Have experience with PNG/IFF/4CC formats? I want design help.

vitovito · on Dec 21, 2012

This is an interesting question, but I don't know how many file format neckbeards you're going to find on HN, it's an awfully young community. Maybe Stack Overflow? Maybe the File Formats wiki[1] will have links to format inventors? Maybe read the specs for the formats and ask the authors, as well as the authors of standard libraries for them?

1: http://fileformats.archiveteam.org/wiki/Electronic_File_Form...

I will answer what little I can based on some work I did in 2005-2006 that resulted in me abusing JPEG restart markers.

1. Part of the reason PNG is chunked is because it's designed for network use (that's the N), where you can lose or corrupt a portion of the file and still get most of the file usable. That's what JPEG restart markers are for: you can repeat the headers throughout the file (rather than CRC throughout the file) so if something in the middle gets messed up, you can always pick right back up. Formats expected to sit on a disk and never move and trust rotational media don't have those checks because it's assumed you check it when you write it and then you're fine for a reasonable value of forever. So: are you transferring over a network constantly like you do with JPEGs and PNGs, or can you do an MD5 sum (or whatever) once and be done with it?

1b. I don't know what these words mean.

1c. This should be answered by 1.

2. This is probably explained somewhere in the PNG spec or the PNG mailing list archives, but specifying the length of a run of data instead of looping until you find a \0 helps you optimize and prevents buffer overflows.

3. Yes, lots of things use user-defined chunks and all sorts of crazy stuff gets stored in them.

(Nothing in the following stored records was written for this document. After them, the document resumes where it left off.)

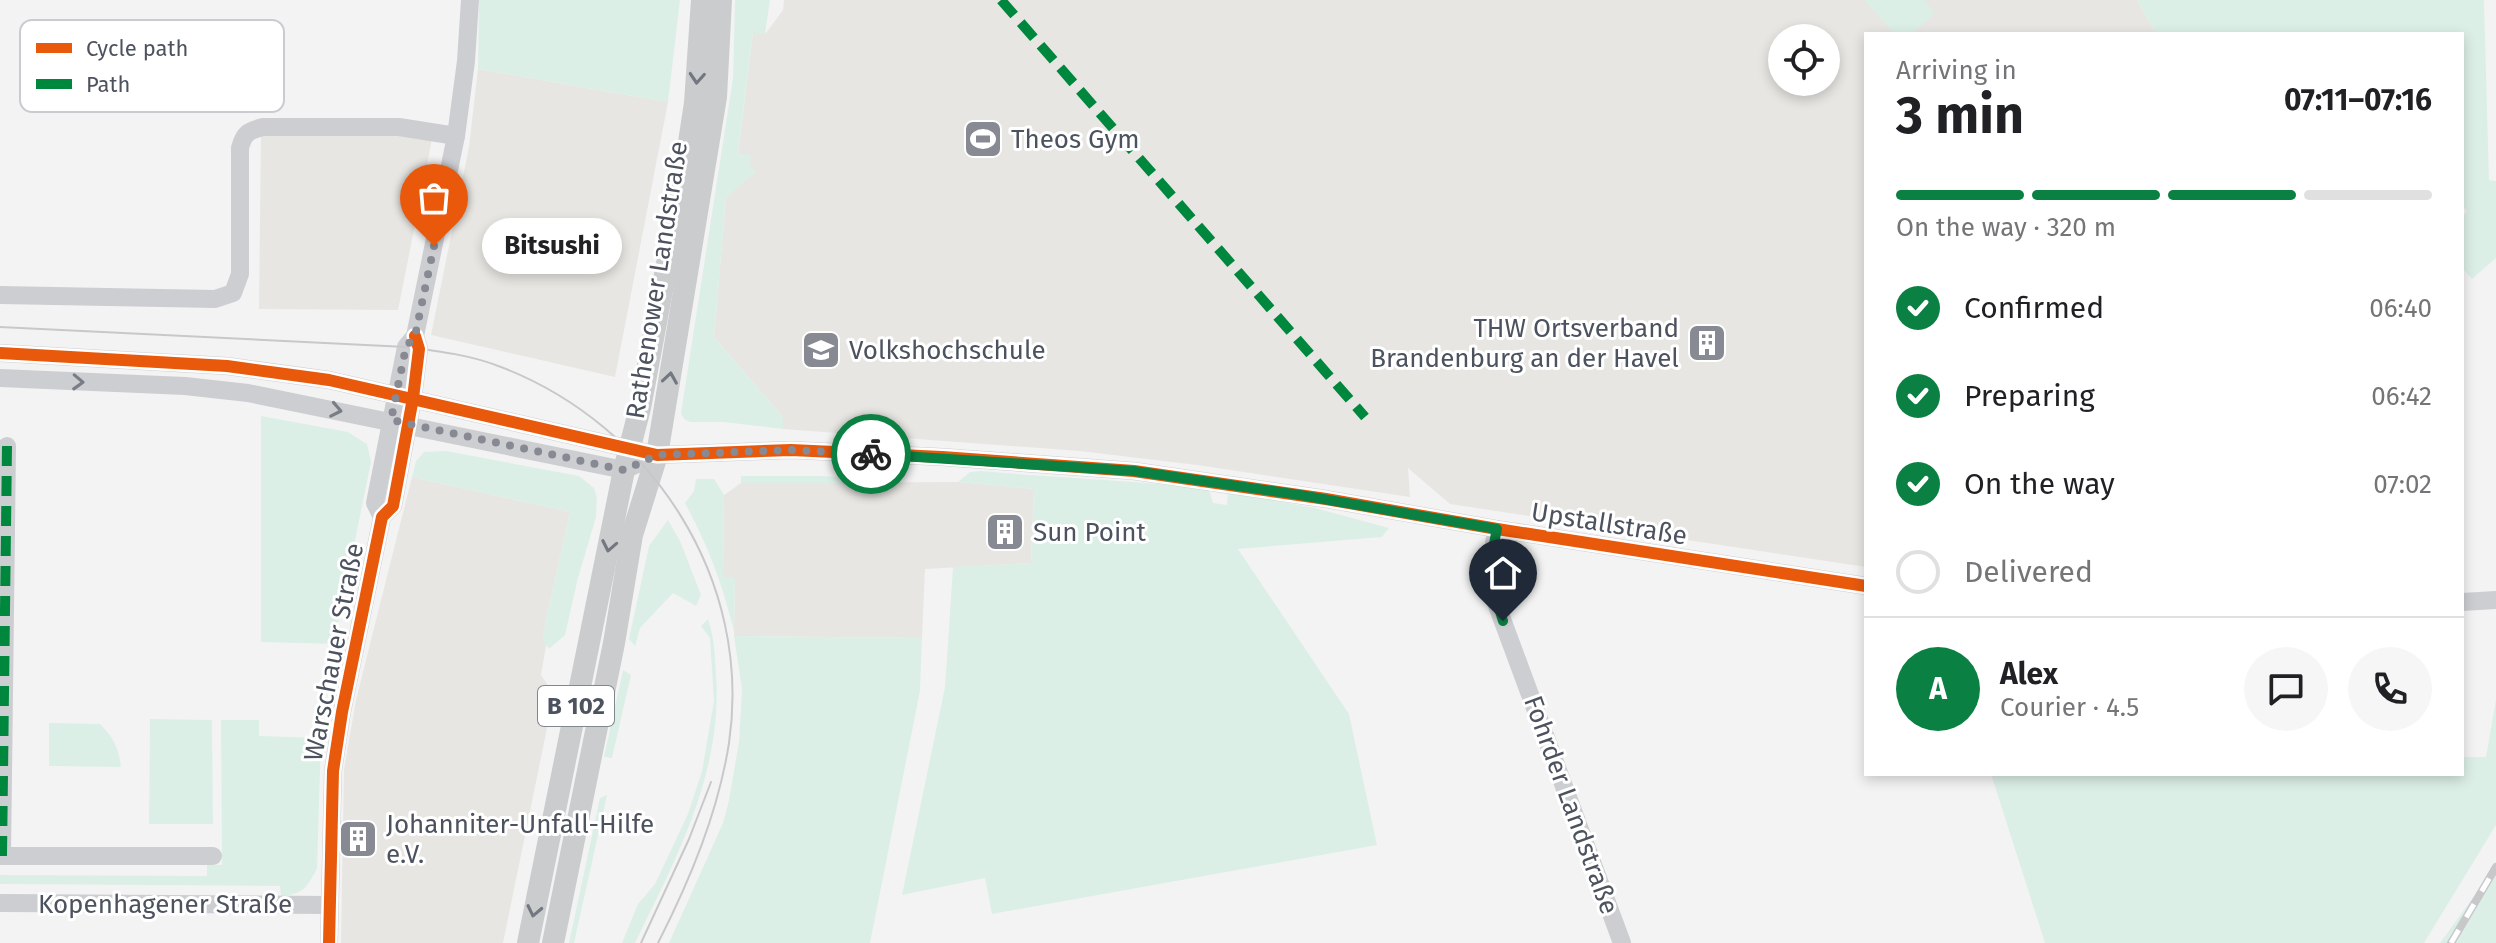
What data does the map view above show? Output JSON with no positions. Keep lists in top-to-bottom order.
{
  "streets": {
    "main road": ["Rathenower Landstraße", "B 102"],
    "street": [
      "Upstallstraße",
      "Warschauer Straße",
      "Fohrder Landstraße",
      "Kopenhagener Straße"
    ]
  },
  "crossings": [
    ["Rathenower Landstraße", "Upstallstraße"],
    ["Upstallstraße", "Warschauer Straße"],
    ["Upstallstraße", "Fohrder Landstraße"],
    ["Warschauer Straße", "Kopenhagener Straße"]
  ],
  "places": {
    "sports": ["Theos Gym"],
    "other": ["Bitsushi"],
    "building": ["THW Ortsverband Brandenburg an der Havel", "Sun Point", "Johanniter-Unfall-Hilfe e.V."],
    "school or university": ["Volkshochschule"]
  },
  "legend": ["Cycle path", "Path"],
  "page": {
    "heading": ["3 min", "Arriving in", "07:11–07:16"],
    "panel": ["Alex", "Courier · 4.5"],
    "bar": "On the way · 320 m",
    "bubble": "Bitsushi",
    "list": [
      ["Confirmed", "06:40"],
      ["Preparing", "06:42"],
      ["On the way", "07:02"],
      "Delivered"
    ],
    "round": "A"
  }
}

A video game once stored its character data as PNG files with custom chunks so you could put them online as images, and then right-click-save-as and import them into the game. But no, most software doesn't understand other chunks and ignores them (but preserves them).

dalke · on Dec 21, 2012

Thanks for your response.

I tried programming.stackexchange a year or two back. (I've been waiting for funding and/or a specific need to work on this format, which I now have.) The one response then also pointed out PNG was designed to work with the network, particularly dialup, but could give no numbers as to the failure rates.

Based on what I've read, internet packets have a failure rate of something like 16 million to 10 billion packets, which is O(1 TB) and Bram Cohen concurs, saying that BitTorrent sees failures in the 1 per 10TB range. I wonder about when/if I should worry about this sort of problem.

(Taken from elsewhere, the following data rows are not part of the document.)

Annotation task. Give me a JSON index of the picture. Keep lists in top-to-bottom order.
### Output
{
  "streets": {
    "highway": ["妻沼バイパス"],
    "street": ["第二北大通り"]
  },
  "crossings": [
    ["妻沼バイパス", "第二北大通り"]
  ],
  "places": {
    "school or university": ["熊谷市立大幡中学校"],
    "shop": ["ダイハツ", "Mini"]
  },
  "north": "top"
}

Most of the data files will be sitting on disk, mmap'ed for use. I'm going to take your advice that this problem is mostly theoretical for the situation I'm in, and suggest that users manually md5 if they want to verify a copy, or use BitTorrent if they want better guarantees on data transfer over a flaky network.

1b. was a fancy way to say CRC-64 instead of CRC-32. There's several -64s, so I picked the one in xz.

1c. Yep. I've given up worrying. Now it's intellectual curiosity.

2. I should ask the PNG list, yes. The documentation doesn't explain the logic, and the 15+ year old mailing lists are only available via ftp'ed zip files, making them a bit harder to trawl than a web search.

I don't believe the logic about length vs. NUL since the first field is NUL delimited, making it susceptible to the same optimization and possible overflow attacks. The iTXT field, for example, has four NUL separators instead of using a length parameter.

3) That's neat! I'll need to think more about including this PNG-like sort of functionality.

dalke · on Dec 22, 2012

I asked on one of the PNG lists, and dug up the Jan.-Feb. 1995 discussion, where the CRC discussion mostly took place.

It seems there was an early advocate for CRC-32 support. This person had experience as the main UnZip developer, and knew that large archival files need this sort of check. Zip is a container format and PNG is a container format, so I see how works, but PNG isn't really seen as an archival format.

Still, there was an early push for CRC, and that was taken up. Though I found almost no discussion about failure modes or frequency of failures. One of the few examples I did find argued that uuencoded images on Usenet can be corrupted mid-stream, and PNG was better able to detect those problems.

The original proposal seemed to have put the CRC in the terminal chunk. Someone decided it was more elegant to have it at the end of every chunk. Others agreed. It was put in.

CRC failures don't occur often. I wonder if the failure due to incorrectly implemented CRCs is higher, given that Firefox has a switch to disable CRC check failures in 'ancillary' chunks after the image data, as a workaround for someone's bad chunk.

I've decided not to have the CRC in my own format.